Supplied material
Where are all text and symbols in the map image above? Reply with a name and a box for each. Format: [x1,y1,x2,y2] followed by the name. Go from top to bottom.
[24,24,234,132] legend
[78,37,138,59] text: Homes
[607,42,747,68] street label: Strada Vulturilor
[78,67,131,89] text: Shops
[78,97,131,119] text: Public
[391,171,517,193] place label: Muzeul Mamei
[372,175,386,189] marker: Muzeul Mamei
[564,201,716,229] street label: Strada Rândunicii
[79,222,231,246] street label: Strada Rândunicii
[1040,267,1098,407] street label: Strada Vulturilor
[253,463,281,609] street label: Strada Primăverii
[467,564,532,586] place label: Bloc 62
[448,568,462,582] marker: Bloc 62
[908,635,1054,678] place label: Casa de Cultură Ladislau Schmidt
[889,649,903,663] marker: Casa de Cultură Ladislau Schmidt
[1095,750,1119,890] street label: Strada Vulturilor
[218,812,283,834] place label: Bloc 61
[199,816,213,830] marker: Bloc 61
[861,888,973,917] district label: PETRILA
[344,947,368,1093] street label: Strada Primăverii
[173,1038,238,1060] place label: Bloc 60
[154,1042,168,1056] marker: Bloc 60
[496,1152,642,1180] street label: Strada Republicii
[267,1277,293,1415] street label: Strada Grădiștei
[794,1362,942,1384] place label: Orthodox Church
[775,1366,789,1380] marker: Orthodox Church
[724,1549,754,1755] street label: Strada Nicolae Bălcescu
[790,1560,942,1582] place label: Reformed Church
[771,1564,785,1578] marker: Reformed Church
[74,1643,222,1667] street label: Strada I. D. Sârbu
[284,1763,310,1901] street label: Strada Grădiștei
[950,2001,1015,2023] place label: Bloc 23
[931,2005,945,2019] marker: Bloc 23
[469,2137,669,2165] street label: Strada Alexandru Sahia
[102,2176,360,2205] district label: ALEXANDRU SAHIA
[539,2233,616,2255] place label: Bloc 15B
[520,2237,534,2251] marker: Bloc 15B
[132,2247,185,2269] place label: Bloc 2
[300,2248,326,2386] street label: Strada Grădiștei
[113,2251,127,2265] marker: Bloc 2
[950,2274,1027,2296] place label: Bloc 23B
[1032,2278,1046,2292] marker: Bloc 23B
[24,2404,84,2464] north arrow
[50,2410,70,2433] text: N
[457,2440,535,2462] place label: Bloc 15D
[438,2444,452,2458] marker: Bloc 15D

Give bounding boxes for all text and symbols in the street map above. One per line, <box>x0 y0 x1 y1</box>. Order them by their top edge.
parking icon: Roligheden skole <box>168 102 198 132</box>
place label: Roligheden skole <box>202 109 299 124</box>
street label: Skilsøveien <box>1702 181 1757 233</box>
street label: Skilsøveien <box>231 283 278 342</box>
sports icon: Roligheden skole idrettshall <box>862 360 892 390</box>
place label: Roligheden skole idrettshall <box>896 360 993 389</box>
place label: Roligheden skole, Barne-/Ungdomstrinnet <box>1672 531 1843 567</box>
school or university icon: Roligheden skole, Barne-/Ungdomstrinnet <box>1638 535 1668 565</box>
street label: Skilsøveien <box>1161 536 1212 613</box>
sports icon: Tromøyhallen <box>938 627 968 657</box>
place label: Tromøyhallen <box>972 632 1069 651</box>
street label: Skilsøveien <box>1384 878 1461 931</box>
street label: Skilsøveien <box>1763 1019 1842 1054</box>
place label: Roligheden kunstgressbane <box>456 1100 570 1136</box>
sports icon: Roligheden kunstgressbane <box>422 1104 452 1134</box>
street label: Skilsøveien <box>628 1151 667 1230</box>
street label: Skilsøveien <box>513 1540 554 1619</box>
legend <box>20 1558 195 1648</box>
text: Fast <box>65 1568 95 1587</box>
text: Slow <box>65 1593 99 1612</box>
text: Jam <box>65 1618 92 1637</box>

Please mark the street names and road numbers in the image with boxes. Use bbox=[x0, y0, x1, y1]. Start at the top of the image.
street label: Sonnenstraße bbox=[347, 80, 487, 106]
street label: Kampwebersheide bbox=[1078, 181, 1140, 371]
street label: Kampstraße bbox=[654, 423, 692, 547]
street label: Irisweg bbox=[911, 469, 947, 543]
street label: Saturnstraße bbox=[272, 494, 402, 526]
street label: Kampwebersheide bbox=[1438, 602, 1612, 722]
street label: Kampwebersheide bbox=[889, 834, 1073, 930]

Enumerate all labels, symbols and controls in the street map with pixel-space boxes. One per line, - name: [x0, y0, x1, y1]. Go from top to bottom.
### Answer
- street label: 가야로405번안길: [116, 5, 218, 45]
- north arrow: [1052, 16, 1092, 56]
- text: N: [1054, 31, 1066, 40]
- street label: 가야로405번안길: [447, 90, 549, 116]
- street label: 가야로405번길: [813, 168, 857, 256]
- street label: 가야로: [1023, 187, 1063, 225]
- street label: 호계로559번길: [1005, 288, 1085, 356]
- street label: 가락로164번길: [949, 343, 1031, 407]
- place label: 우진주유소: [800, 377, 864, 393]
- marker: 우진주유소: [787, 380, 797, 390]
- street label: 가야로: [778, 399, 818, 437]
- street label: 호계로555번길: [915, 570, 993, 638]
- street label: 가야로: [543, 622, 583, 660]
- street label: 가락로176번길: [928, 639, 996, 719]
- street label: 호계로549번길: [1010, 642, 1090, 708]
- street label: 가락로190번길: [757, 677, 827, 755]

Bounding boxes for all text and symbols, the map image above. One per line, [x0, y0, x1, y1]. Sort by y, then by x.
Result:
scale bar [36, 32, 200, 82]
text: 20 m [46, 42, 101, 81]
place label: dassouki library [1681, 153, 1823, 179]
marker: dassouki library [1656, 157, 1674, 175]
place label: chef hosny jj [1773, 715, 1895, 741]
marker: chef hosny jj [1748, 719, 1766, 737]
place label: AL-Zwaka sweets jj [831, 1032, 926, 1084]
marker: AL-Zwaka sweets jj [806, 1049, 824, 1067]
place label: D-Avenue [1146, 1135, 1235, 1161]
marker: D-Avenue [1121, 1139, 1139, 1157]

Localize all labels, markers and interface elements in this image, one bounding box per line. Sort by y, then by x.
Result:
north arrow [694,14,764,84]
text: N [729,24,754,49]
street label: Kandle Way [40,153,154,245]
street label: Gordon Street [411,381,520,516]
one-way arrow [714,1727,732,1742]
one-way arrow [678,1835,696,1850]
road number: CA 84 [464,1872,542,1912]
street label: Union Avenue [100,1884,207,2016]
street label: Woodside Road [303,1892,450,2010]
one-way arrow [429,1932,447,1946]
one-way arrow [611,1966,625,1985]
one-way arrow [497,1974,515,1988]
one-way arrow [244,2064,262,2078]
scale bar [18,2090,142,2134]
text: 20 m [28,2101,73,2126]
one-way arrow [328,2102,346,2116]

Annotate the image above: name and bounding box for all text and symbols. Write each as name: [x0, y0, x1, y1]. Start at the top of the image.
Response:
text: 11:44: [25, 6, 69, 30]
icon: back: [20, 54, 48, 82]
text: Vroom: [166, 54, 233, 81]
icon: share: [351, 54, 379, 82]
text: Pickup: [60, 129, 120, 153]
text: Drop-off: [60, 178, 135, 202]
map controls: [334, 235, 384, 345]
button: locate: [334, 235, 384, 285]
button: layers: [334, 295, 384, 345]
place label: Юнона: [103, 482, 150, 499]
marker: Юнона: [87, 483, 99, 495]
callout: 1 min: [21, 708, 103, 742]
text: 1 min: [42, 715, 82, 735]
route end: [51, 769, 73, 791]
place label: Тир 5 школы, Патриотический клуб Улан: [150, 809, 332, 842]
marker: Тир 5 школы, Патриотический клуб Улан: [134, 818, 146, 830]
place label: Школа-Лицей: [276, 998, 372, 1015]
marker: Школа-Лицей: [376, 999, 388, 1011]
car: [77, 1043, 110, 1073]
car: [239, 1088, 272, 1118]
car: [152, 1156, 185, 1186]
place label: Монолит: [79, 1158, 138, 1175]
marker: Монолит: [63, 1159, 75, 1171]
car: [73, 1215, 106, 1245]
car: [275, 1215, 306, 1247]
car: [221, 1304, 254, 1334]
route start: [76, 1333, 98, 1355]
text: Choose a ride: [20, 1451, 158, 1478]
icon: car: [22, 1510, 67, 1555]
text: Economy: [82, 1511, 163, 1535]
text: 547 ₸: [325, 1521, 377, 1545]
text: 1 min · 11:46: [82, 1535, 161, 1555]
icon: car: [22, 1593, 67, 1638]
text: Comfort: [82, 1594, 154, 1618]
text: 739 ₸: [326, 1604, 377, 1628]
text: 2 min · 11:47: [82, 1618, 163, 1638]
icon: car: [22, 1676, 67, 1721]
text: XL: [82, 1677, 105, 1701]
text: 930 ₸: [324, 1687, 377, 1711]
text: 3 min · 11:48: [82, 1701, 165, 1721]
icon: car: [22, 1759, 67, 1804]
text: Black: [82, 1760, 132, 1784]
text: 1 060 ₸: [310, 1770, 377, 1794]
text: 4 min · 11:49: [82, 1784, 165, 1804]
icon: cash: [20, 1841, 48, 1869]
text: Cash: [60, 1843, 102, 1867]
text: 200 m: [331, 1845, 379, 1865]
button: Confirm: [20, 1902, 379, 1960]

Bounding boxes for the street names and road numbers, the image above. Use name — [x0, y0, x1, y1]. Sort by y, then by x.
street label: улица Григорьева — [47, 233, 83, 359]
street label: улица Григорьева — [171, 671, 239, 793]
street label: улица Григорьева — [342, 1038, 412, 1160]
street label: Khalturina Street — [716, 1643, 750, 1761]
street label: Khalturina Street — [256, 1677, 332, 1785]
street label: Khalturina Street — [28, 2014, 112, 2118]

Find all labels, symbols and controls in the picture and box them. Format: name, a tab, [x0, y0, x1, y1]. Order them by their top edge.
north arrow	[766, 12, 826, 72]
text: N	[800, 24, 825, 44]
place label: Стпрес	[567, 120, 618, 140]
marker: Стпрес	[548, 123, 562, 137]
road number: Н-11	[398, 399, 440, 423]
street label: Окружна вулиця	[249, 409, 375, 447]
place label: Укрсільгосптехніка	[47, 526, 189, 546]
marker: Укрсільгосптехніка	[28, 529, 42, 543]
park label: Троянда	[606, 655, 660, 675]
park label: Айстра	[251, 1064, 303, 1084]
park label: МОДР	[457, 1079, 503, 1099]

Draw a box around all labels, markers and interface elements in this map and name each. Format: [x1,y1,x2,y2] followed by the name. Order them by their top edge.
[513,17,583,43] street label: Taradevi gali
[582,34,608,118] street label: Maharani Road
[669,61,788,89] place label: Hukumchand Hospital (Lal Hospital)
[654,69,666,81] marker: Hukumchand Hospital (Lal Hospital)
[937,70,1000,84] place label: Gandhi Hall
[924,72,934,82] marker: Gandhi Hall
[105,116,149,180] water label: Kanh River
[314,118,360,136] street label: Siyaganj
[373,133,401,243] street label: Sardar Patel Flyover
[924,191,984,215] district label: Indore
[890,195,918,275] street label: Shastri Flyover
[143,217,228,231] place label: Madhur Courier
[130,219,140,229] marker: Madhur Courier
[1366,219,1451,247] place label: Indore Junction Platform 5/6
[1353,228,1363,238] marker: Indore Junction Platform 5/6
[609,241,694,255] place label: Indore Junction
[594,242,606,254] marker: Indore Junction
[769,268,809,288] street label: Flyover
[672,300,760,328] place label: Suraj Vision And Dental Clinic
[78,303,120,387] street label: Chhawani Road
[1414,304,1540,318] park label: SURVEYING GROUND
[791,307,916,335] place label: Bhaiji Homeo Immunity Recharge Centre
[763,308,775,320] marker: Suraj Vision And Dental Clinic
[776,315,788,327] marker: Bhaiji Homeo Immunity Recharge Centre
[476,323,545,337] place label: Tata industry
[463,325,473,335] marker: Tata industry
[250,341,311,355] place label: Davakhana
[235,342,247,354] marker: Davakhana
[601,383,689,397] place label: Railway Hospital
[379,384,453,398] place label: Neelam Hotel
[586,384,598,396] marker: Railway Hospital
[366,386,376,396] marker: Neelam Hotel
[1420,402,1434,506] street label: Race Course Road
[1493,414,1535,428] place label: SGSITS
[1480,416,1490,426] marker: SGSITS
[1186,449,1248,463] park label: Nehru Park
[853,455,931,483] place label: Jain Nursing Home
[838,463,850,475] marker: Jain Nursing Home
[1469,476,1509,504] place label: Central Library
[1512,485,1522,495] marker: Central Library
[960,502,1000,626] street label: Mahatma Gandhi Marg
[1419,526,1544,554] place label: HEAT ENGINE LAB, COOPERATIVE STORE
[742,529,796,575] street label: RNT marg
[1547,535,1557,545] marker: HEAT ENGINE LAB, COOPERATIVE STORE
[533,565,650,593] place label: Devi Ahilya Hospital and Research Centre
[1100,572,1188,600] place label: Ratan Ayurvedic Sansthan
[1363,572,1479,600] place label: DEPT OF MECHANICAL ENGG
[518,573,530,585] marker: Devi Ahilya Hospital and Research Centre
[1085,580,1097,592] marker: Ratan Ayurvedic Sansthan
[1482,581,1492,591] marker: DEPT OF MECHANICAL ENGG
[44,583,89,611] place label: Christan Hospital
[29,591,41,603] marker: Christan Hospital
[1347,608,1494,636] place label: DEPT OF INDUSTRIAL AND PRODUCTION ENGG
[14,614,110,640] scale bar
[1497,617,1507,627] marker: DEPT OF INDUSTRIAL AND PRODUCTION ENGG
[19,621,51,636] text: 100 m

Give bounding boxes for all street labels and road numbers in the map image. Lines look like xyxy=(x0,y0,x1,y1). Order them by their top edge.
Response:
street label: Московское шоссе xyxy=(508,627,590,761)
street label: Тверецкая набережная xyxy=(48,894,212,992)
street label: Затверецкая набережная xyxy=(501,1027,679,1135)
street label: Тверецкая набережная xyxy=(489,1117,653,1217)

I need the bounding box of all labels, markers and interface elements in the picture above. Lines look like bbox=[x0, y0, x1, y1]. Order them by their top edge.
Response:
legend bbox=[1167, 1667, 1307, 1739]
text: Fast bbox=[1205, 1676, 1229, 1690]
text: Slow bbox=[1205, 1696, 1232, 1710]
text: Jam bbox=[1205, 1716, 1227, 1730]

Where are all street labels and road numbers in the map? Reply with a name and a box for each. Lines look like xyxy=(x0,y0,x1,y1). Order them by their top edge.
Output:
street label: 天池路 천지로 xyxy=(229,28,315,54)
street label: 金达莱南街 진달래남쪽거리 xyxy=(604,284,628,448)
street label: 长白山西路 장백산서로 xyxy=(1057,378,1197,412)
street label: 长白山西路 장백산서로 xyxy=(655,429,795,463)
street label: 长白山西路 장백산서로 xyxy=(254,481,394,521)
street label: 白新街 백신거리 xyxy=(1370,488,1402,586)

Problem details
Copy out every line of the entries where the string "Lines" shows up.

Solution to the exercise
Give bounding boxes for all street labels and road numbers in the map image. Lines look like xyxy=(x0,y0,x1,y1). Order them by their top edge.
I need the bounding box of all labels, markers and interface elements in the picture above. Lines look like bbox=[x0, y0, x1, y1]. Order them by their top edge.
Where are all street labels and road numbers in the map? Reply with a name and a box for each. Lines look like xyxy=(x0,y0,x1,y1). Order them by their top edge.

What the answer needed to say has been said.